(LISTED RECORDS begins)
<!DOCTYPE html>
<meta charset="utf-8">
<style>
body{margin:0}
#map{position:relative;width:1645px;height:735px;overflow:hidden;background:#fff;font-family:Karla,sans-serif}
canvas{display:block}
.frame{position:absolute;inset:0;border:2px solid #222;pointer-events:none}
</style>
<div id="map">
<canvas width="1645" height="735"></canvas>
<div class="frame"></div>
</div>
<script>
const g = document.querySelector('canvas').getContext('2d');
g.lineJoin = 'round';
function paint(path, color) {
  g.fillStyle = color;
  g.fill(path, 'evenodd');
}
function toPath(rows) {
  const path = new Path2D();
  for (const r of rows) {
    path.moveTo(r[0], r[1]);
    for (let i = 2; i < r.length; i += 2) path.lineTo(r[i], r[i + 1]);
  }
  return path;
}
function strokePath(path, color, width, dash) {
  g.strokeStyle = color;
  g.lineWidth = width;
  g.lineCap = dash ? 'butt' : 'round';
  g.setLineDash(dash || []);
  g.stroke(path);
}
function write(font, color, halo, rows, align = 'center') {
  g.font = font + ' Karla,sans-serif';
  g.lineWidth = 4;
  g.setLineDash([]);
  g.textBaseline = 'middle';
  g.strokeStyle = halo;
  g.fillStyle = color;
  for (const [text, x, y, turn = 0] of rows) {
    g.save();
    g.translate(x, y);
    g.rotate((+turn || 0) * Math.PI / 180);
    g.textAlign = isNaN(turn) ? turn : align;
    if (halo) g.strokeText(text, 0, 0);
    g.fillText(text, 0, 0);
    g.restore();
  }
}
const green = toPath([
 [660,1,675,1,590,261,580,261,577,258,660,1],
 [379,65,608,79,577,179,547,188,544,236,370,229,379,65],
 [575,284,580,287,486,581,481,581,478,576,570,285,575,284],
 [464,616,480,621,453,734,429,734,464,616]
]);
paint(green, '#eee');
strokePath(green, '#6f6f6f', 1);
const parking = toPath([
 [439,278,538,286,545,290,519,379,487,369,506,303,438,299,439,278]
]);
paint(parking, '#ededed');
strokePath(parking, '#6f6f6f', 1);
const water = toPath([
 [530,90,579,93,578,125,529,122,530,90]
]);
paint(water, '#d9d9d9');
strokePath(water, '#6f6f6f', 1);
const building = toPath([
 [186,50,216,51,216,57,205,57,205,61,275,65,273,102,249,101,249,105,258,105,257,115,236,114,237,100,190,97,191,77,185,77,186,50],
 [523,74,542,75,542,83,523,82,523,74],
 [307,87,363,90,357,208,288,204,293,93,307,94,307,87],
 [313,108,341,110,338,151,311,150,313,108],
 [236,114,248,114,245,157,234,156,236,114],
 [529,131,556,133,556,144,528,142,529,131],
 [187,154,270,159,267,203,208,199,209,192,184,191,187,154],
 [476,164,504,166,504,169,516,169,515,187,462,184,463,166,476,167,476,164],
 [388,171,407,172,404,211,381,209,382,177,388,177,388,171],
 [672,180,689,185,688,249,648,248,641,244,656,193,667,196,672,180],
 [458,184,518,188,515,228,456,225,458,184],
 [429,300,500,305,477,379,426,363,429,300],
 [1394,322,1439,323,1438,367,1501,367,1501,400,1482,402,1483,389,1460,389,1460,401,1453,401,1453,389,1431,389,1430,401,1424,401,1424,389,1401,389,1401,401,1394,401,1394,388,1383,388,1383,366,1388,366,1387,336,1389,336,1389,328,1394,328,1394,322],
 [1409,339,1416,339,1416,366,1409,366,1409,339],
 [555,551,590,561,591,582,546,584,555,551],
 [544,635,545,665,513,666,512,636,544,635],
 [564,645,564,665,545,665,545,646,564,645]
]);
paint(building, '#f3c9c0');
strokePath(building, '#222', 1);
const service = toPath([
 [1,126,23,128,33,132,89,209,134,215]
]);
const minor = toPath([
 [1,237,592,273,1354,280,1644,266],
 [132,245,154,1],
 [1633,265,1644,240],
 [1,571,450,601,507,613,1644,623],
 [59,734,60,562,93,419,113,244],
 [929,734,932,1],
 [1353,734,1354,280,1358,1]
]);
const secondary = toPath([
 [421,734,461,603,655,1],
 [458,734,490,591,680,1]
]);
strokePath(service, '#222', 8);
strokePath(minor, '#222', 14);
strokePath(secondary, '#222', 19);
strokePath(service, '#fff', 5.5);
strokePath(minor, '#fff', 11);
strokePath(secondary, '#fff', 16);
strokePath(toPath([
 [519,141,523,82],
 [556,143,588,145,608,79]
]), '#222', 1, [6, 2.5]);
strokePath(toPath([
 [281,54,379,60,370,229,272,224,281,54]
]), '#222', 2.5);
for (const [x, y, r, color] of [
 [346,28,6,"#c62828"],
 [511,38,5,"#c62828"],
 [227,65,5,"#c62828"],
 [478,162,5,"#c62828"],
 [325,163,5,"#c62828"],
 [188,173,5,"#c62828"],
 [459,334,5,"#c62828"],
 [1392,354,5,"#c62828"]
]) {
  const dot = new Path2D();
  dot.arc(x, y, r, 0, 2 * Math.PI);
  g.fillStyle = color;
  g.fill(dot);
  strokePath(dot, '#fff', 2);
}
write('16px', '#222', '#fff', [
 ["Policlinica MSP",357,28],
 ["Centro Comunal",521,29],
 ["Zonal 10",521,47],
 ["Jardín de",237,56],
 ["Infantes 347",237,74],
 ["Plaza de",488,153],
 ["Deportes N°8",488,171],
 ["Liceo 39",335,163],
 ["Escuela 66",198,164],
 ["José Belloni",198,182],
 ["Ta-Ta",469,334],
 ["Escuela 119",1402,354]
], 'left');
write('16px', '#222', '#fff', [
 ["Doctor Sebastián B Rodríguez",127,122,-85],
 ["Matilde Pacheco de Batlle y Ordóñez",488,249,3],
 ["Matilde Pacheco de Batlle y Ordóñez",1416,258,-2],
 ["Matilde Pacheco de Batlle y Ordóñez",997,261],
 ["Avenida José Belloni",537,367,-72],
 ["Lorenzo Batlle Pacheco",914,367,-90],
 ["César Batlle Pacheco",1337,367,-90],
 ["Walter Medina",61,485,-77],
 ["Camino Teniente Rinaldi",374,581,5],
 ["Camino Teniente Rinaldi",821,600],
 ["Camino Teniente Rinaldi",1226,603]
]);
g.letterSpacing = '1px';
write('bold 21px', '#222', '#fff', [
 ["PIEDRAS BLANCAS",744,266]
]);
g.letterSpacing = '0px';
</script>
(LISTED RECORDS ends)
Show all lines from the entries that hold "align".

function write(font, color, halo, rows, align = 'center') {
    g.textAlign = isNaN(turn) ? turn : align;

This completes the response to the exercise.